Yesterday the Sound Transit (ST) Board met to review the Long Range Plan (LRP) update, including discussion of the existing LRP text and corridors. As a reminder, the LRP represents the fiscally unconstrained vision of the Sound Transit system, selections from which will be used to develop a Sound Transit 3 (ST3) ballot measure. This workshop (materials available here) was a check-in on the LRP process that began nearly a year and a half ago when the board decided to accelerate ST3 planning for a potential 2016 ballot measure. Over the next two months, the ST Board will finalize the updated LRP, which will then be used to develop ST3 investment scenarios which would emphasize investment priorities such as completing the “spine” or maximizing system integration.

Staff began the meeting by presenting a “Chair’s Mark-ups” of the 2005 LRP text. Staff updated the text to begin the discussion and reflect some of the changes that have occurred since the plan was adopted in 2005. These changes included adding recent board policy decisions concerning station access and transit-oriented development. It also included updated definitions of bus rapid transit (BRT), including grade-separated busways and bus-only lanes. Staff also attempted to “tighten” the goal language to reduce repetition.  Finally, staff presented a high-level overview of the light rail, high capacity transit, bus rapid transit, express bus and commuter rail projects identified by the public as part of the plan update.

Councilmember Roberts asked that text around system integration be added to reflect the integration work currently underway between Sound Transit and Metro. Secretary Peterson said that WSDOT should play a larger role, that there need to be better integration of long-term land use planning with LRP corridors and that Sound Transit’s projects need to support local land use decisions. Another member wanted to add citizens’ health to the goals, but was unsure how to measure it.

Corridor Changes

The workshop maps show the new rail and HCT corridors that came out of the public process. There aren’t many of them because the existing LRP is already extensive. The biggest addition is West Seattle-Downtown light rail, formerly a monorail corridor. The map below shows the existing long-range corridors in gray, and the new corridors in bright colors and numbers. In some cases rail and BRT corridors overlap; e.g., Renton-Kent-Puyallup has both an LRT corridor (#7) and a BRT corridor (#33). Only one would be built, but the plan has both options. The BRT corridor continues to downtown Seattle, basically a variation of the 578. But BRT implies more than ST Express: it means frequent service and transit lanes.
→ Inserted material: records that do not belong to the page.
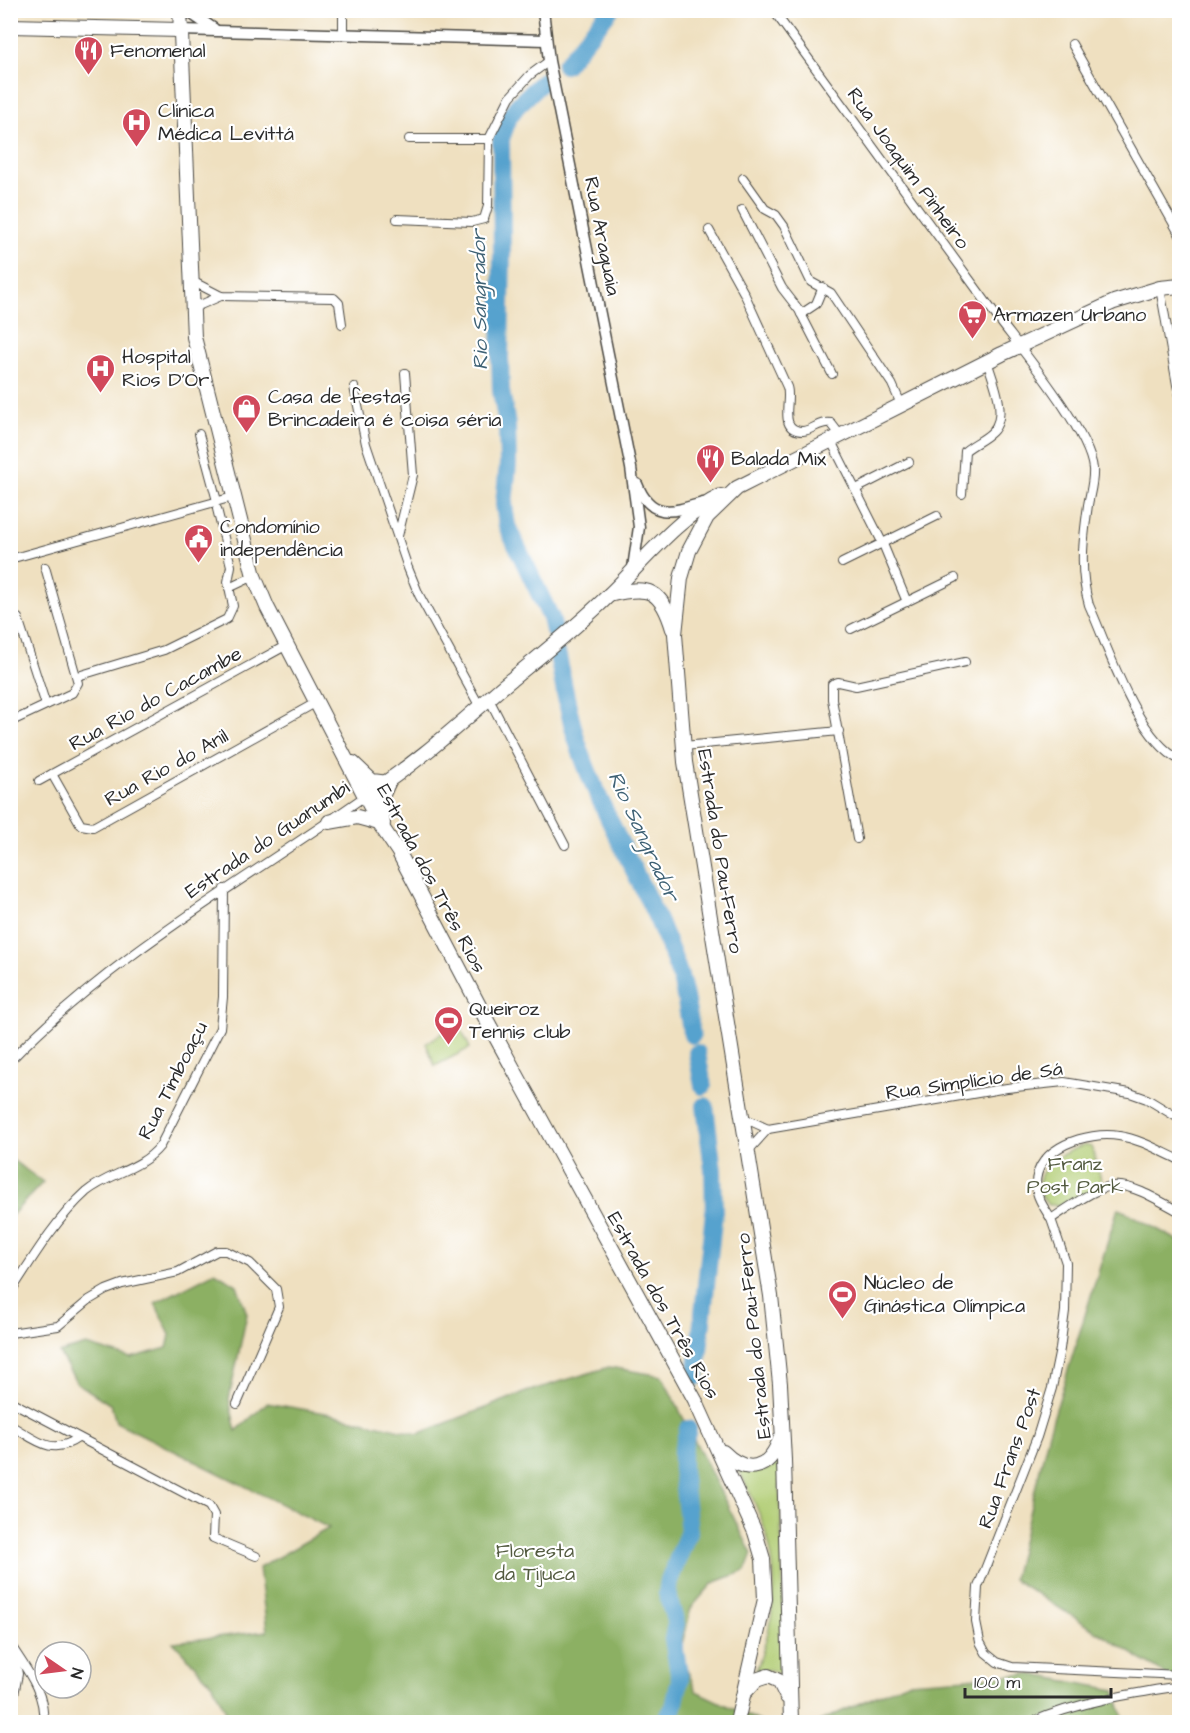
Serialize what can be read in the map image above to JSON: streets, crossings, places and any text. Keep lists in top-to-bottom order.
{
  "streets": {
    "main road": ["Estrada do Guanumbi", "Estrada do Pau-Ferro", "Estrada dos Três Rios"],
    "street": [
      "Rua Joaquim Pinheiro",
      "Rua Araguaia",
      "Rua Rio do Cacambe",
      "Rua Rio do Anil",
      "Rua Timboaçu",
      "Rua Simplício de Sá",
      "Rua Frans Post"
    ]
  },
  "crossings": [
    ["Rua Joaquim Pinheiro", "Estrada do Pau-Ferro"],
    ["Rua Araguaia", "Estrada do Guanumbi"],
    ["Rua Rio do Cacambe", "Rua Rio do Anil"],
    ["Rua Rio do Cacambe", "Estrada dos Três Rios"],
    ["Rua Rio do Anil", "Estrada dos Três Rios"],
    ["Estrada do Guanumbi", "Estrada do Pau-Ferro"],
    ["Estrada do Guanumbi", "Estrada dos Três Rios"],
    ["Estrada do Guanumbi", "Rua Timboaçu"]
  ],
  "water": ["Rio Sangrador"],
  "parks": ["Franz Post Park", "Floresta da Tijuca"],
  "places": {
    "restaurant": ["Fenomenal", "Balada Mix"],
    "hospital": ["Clínica Médica Levittá", "Hospital Rios D'Or"],
    "supermarket": ["Armazen Urbano"],
    "shop": ["Casa de festas Brincadeira é coisa séria"],
    "public building": ["Condomínio independência"],
    "sports": ["Queiroz Tennis club", "Núcleo de Ginástica Olímpica"]
  },
  "scale_bar": "100 m",
  "north": "right"
}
Continue reading “Sound Transit Updates Long Range Plan”

ST3 Funding Options

Potential ST3 Revenue Sources
Revenue Options for a “Large” ST3 package

Sound Transit held a board workshop on Thursday to begin considering financing options for ST3, the draft update to its Long Range Plan (LRP), and the timeline to a potential ST3 vote in 2016. This article covers the funding aspect (slides here) and timeline because that’s where most of the new information was. The LRP will follow in a later post. The 3 1/2 hour workshop consisted of the ST board and staff who did all the talking, and some forty observers including people from Metro and your reporter.
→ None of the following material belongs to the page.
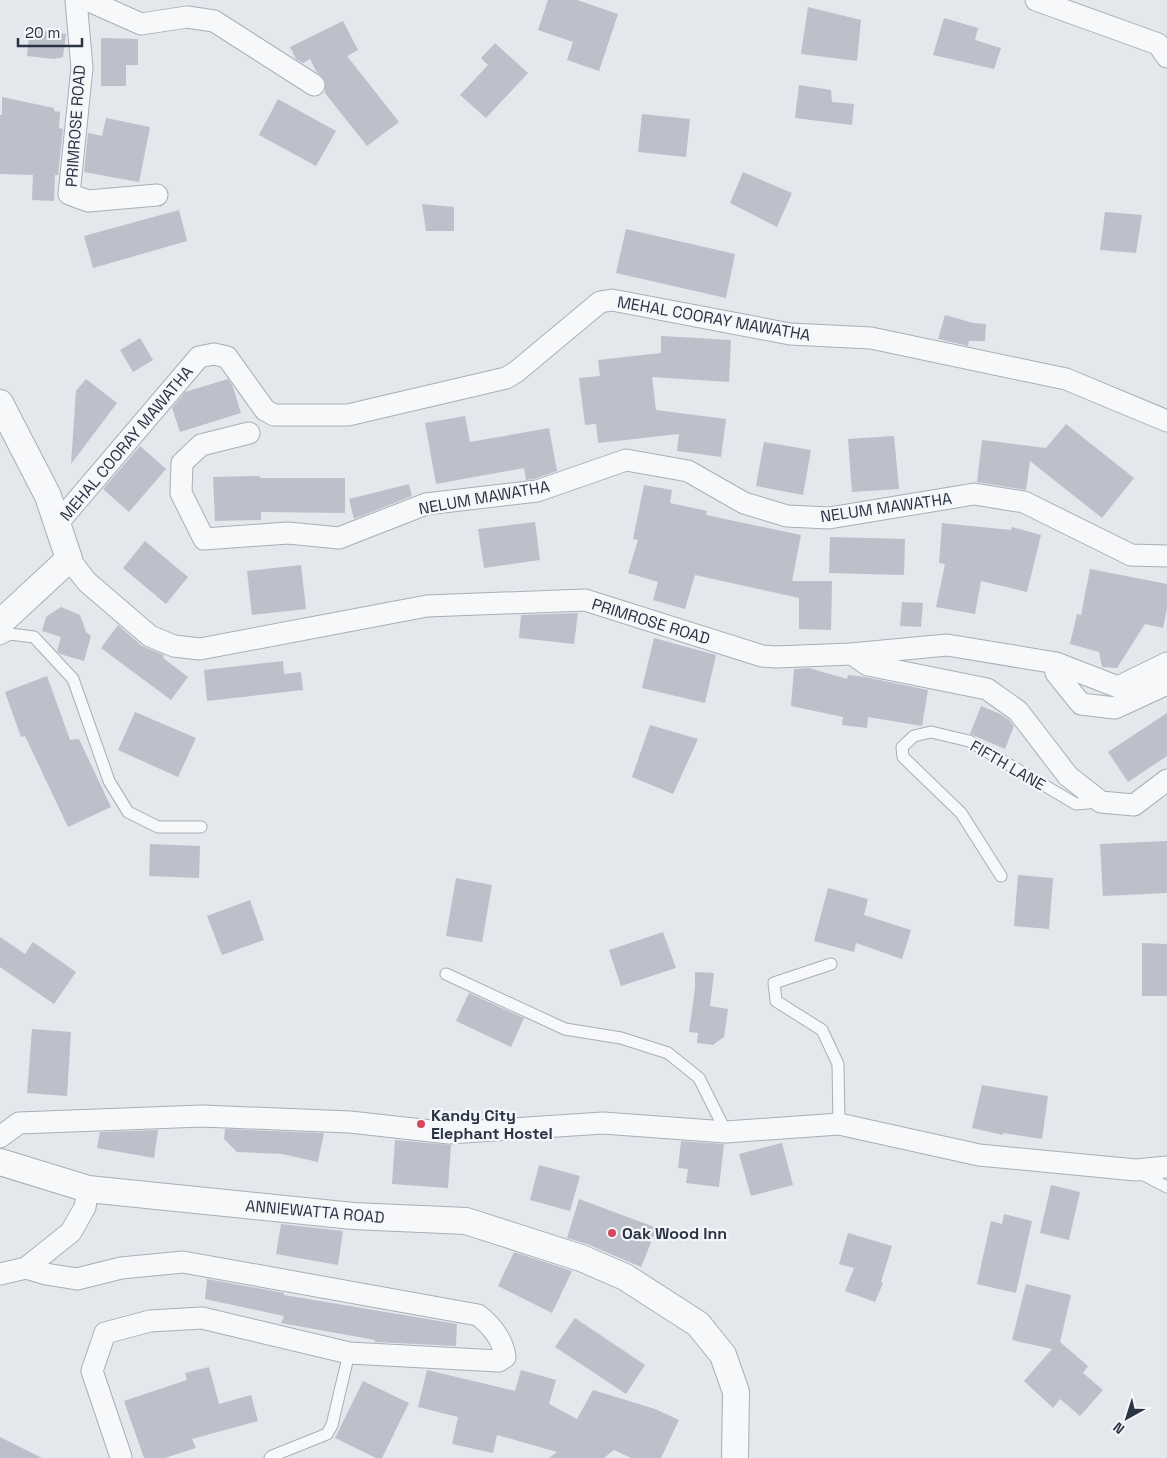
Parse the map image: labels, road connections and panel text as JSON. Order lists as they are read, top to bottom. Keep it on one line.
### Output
{"streets":{"street":["PRIMROSE ROAD","MEHAL COORAY MAWATHA","NELUM MAWATHA","ANNIEWATTA ROAD"],"lane":["FIFTH LANE"]},"places":["Kandy City Elephant Hostel","Oak Wood Inn"],"scale_bar":"20 m","north":"bottom left"}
ST’s current state-granted taxing authority is 0.9% sales tax, 0.8% rental car tax, 0.8% restricted MVET (Motor-Vehicle Excise Tax), and an employer tax ($2.5000/ employee / month). Of these ST is currently maxed out on the sales tax and rental car tax. The MVET can only be used to pay existing bonds and expires in 2028. ST has never collected the employer tax so it’s an unused capacity. When ST2 construction ends in 2023 it will free up $1 billion, mostly in the Pierce and Snohomish subareas.

The staff presented three potential levels for ST3. The lowest level (“ST2a”) stays within the existing taxing authority and could complete planning and engineering of the “Spine” (meaning the Everett, Tacoma, and Redmond Link extensions) — but not construction. The middle level (“Incremental”) would require more taxing authority from the legislature and could construct one or two of the “best-performing” light rail segments (which ones were left unspecified). The highest level (“Large”) would be a similar size as ST1 and ST2 and require $15 billion in new taxes.

The board seems to be leaning toward the Large option. One board member cited deep public hunger in both Seattle and the suburbs for high-capacity transit (HCT). Another said a larger package would have a better chance of being approved by the legislature and by voters. A third said the board’s consensus seems to be for a “bold” legislative proposal, “more than we need”. The staff are assuming a Large proposal for planning, and the board can scale it back if it decides to go smaller. Mayor Murray emphasized the importance of clarifying their legislative ask and making sure any ST3 package goes big.

The presentation listed ten revenue sources used by other North American transit agencies: sales tax, rental car tax, payroll tax, MVET, car sales tax, car fuel tax, parking tax, utility bill levy, toll revenue, or property tax. Staff chose three of these for comparison and presented tax rates based on the use of one, two or all three sources. The three slides above show the results of this analysis. Of course these could be mixed and matched to balance the revenue among two or three sources.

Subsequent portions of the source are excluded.